[Dataset entries]
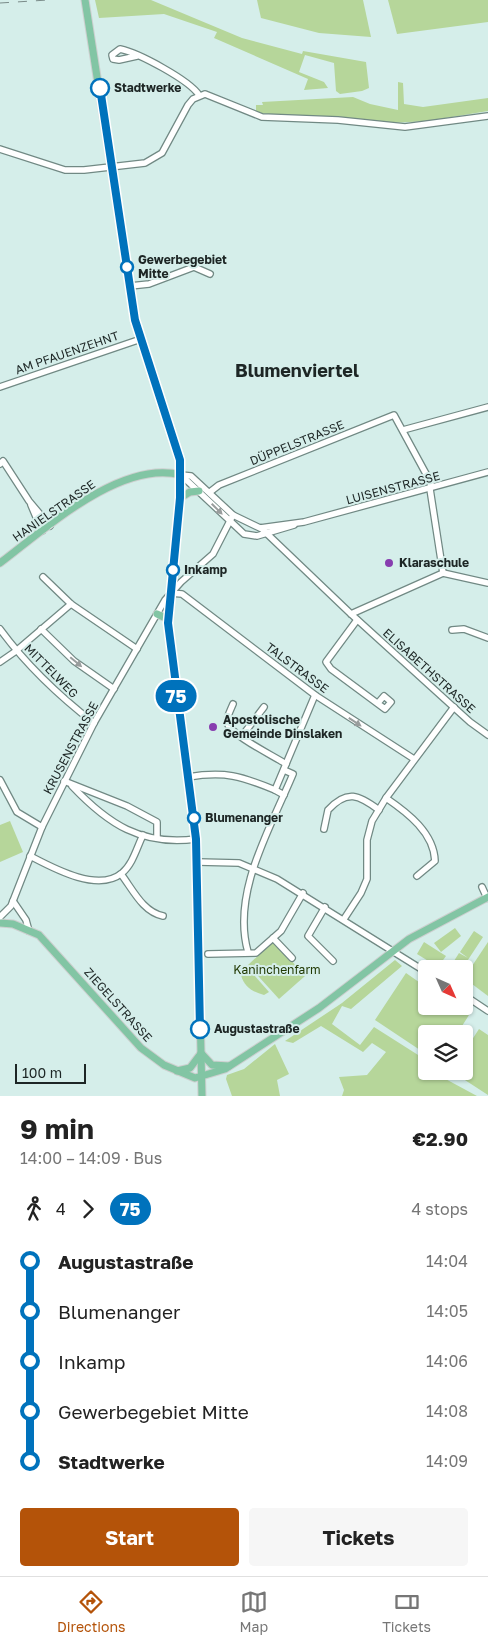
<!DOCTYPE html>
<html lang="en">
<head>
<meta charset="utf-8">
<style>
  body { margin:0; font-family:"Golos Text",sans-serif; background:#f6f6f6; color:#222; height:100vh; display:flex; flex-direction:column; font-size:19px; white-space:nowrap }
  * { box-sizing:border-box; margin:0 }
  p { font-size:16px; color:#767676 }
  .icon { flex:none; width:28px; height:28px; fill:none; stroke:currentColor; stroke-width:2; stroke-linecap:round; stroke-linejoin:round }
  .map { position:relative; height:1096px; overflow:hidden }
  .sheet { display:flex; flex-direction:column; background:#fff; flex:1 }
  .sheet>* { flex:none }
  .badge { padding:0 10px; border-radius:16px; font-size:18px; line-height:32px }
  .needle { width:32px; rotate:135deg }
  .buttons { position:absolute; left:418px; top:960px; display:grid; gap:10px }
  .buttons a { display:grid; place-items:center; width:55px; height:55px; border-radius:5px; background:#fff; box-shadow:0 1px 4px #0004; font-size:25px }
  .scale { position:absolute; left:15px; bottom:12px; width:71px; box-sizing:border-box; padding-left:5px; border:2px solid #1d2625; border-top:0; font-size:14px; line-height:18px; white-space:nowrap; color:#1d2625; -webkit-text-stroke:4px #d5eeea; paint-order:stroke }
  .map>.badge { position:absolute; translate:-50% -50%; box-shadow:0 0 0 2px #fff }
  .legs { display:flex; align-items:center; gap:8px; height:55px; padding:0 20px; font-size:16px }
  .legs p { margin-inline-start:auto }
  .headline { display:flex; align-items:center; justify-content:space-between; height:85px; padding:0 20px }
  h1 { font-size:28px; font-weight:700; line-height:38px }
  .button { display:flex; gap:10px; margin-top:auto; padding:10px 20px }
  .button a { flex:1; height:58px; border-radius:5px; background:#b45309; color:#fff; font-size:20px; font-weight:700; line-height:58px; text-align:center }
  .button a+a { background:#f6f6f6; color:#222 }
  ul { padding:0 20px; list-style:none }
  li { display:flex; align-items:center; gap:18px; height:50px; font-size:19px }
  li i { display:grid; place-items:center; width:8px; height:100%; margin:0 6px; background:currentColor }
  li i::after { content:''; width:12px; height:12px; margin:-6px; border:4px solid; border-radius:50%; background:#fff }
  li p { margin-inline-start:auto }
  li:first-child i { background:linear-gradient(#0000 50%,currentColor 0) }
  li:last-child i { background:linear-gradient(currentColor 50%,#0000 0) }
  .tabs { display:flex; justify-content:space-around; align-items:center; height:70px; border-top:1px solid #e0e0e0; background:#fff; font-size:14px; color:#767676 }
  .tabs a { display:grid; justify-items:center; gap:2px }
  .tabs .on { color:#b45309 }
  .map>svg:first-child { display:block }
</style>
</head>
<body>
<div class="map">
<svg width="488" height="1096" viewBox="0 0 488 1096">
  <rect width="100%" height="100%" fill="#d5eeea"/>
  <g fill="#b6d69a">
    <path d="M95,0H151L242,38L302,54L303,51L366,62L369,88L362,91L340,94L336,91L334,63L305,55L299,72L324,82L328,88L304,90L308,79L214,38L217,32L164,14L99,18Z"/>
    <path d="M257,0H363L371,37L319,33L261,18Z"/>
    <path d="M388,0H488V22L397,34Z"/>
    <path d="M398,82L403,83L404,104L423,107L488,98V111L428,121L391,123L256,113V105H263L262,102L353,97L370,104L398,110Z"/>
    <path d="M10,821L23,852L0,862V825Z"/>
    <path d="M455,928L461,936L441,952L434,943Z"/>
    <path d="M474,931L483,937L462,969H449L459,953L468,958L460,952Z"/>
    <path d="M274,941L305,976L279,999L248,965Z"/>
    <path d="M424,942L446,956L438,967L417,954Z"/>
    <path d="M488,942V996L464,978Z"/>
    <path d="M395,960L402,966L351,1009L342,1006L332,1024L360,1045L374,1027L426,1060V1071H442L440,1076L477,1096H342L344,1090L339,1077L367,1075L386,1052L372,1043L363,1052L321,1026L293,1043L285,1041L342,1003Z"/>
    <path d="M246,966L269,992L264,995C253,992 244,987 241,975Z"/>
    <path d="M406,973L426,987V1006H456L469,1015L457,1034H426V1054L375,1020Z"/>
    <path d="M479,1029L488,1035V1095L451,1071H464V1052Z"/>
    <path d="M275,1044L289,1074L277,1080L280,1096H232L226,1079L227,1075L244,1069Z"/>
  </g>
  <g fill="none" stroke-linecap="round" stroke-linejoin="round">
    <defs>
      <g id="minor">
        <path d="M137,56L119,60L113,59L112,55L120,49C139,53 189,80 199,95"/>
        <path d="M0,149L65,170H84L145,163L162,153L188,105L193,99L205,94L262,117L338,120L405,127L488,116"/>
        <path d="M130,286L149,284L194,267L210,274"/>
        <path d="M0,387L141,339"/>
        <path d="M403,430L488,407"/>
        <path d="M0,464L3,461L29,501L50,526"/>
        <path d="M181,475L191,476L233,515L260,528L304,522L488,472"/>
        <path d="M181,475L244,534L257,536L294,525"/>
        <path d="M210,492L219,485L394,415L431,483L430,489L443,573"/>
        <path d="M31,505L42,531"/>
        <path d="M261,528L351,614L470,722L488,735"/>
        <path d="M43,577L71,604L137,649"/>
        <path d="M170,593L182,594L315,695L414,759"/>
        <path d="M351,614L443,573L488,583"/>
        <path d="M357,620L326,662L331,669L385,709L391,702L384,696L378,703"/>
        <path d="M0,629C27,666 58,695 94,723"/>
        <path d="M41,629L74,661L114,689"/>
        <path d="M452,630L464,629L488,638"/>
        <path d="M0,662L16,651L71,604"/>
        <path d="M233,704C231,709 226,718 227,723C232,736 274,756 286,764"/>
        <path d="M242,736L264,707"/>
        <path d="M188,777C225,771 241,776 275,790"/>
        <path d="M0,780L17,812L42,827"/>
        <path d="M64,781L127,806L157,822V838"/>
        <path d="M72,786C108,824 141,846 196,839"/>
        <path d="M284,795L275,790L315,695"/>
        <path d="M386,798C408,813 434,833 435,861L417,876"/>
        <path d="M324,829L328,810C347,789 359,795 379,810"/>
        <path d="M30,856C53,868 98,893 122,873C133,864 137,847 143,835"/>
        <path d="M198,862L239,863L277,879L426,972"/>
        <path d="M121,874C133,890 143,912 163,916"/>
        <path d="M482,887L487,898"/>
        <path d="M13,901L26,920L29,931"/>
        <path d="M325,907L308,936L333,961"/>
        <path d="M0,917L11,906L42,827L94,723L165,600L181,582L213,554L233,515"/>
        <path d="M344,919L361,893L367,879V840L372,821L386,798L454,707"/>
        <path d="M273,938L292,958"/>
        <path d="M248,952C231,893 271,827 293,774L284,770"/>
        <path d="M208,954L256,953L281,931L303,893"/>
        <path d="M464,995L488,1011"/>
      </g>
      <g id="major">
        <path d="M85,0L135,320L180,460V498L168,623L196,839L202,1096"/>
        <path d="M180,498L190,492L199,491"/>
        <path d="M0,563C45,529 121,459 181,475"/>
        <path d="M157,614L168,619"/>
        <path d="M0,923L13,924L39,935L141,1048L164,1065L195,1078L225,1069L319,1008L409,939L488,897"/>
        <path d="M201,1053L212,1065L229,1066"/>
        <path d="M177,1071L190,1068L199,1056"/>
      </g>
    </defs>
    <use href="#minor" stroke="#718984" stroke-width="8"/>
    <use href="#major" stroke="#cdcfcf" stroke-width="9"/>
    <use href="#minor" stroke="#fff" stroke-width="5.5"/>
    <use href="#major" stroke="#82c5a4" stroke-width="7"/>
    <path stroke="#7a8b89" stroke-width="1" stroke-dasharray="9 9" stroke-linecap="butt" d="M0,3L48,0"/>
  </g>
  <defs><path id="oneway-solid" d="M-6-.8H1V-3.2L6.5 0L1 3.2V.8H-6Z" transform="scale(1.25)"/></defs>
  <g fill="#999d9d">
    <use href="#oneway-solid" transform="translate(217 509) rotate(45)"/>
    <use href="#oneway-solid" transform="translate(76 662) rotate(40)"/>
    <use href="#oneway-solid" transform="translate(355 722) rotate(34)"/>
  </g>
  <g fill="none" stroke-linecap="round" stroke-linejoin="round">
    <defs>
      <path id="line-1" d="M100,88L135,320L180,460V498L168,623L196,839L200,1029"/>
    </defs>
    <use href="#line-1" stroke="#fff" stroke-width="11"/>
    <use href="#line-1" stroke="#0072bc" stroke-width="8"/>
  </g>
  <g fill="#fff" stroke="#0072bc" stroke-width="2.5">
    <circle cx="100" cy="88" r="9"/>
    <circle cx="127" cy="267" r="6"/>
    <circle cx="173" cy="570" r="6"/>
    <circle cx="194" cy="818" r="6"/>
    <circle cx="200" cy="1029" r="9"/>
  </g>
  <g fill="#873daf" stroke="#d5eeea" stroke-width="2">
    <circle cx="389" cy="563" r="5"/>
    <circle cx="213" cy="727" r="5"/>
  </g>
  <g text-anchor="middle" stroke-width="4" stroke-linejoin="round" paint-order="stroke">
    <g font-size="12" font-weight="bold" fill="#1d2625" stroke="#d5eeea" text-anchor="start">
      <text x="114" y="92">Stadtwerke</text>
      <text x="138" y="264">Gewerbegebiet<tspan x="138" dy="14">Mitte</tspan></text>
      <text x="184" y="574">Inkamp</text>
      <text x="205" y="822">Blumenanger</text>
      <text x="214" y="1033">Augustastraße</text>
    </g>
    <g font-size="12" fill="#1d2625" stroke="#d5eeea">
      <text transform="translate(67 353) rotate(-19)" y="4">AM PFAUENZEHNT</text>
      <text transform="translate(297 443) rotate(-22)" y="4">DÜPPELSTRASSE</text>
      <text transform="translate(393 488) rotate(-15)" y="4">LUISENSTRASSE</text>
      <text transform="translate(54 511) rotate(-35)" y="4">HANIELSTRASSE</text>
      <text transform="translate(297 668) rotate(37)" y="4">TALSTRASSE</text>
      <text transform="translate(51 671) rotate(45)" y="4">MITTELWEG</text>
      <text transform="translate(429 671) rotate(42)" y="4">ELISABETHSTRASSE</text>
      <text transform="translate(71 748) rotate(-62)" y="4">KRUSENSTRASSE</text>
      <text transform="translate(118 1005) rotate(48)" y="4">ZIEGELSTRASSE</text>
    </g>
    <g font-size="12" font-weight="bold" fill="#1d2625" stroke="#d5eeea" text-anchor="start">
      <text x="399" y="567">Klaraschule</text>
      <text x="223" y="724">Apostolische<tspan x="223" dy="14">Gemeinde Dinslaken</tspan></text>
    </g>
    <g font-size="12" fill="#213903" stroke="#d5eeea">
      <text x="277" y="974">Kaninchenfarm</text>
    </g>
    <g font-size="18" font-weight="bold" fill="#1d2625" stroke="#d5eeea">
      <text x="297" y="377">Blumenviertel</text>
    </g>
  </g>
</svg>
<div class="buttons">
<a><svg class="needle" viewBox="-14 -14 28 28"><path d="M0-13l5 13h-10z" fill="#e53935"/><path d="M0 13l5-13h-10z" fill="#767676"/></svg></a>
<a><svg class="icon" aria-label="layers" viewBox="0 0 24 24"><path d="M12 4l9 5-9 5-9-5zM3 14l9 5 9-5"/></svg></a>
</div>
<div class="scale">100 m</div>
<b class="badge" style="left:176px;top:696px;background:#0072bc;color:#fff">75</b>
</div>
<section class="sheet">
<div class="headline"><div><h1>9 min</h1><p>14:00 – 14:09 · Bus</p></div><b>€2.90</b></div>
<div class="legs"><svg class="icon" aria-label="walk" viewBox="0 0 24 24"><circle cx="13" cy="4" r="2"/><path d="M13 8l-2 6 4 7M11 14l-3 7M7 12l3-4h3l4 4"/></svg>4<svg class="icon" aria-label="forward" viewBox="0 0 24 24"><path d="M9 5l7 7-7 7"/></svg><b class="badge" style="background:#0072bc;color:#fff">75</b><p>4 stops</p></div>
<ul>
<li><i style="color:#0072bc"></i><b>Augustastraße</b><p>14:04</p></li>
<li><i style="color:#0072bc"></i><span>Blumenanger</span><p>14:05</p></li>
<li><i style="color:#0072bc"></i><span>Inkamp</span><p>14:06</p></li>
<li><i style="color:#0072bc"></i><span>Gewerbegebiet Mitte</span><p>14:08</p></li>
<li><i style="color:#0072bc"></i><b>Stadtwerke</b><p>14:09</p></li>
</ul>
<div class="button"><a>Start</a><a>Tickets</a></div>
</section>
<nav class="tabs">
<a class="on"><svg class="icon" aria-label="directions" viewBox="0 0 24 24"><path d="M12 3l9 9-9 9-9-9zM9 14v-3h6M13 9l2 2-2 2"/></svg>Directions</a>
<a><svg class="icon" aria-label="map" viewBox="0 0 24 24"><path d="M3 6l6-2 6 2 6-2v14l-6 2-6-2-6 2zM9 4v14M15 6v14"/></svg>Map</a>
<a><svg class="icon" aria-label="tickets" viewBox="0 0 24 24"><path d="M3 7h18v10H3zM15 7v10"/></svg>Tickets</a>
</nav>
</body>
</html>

**Aim of the exercise:**
Could you reproduce exactly, and only, the lines from the start of the records through the line containing "display:grid; place-items:center; width:55px;", leaving out the pictures?

**Result of this exercise:**
<!DOCTYPE html>
<html lang="en">
<head>
<meta charset="utf-8">
<style>
  body { margin:0; font-family:"Golos Text",sans-serif; background:#f6f6f6; color:#222; height:100vh; display:flex; flex-direction:column; font-size:19px; white-space:nowrap }
  * { box-sizing:border-box; margin:0 }
  p { font-size:16px; color:#767676 }
  .icon { flex:none; width:28px; height:28px; fill:none; stroke:currentColor; stroke-width:2; stroke-linecap:round; stroke-linejoin:round }
  .map { position:relative; height:1096px; overflow:hidden }
  .sheet { display:flex; flex-direction:column; background:#fff; flex:1 }
  .sheet>* { flex:none }
  .badge { padding:0 10px; border-radius:16px; font-size:18px; line-height:32px }
  .needle { width:32px; rotate:135deg }
  .buttons { position:absolute; left:418px; top:960px; display:grid; gap:10px }
  .buttons a { display:grid; place-items:center; width:55px; height:55px; border-radius:5px; background:#fff; box-shadow:0 1px 4px #0004; font-size:25px }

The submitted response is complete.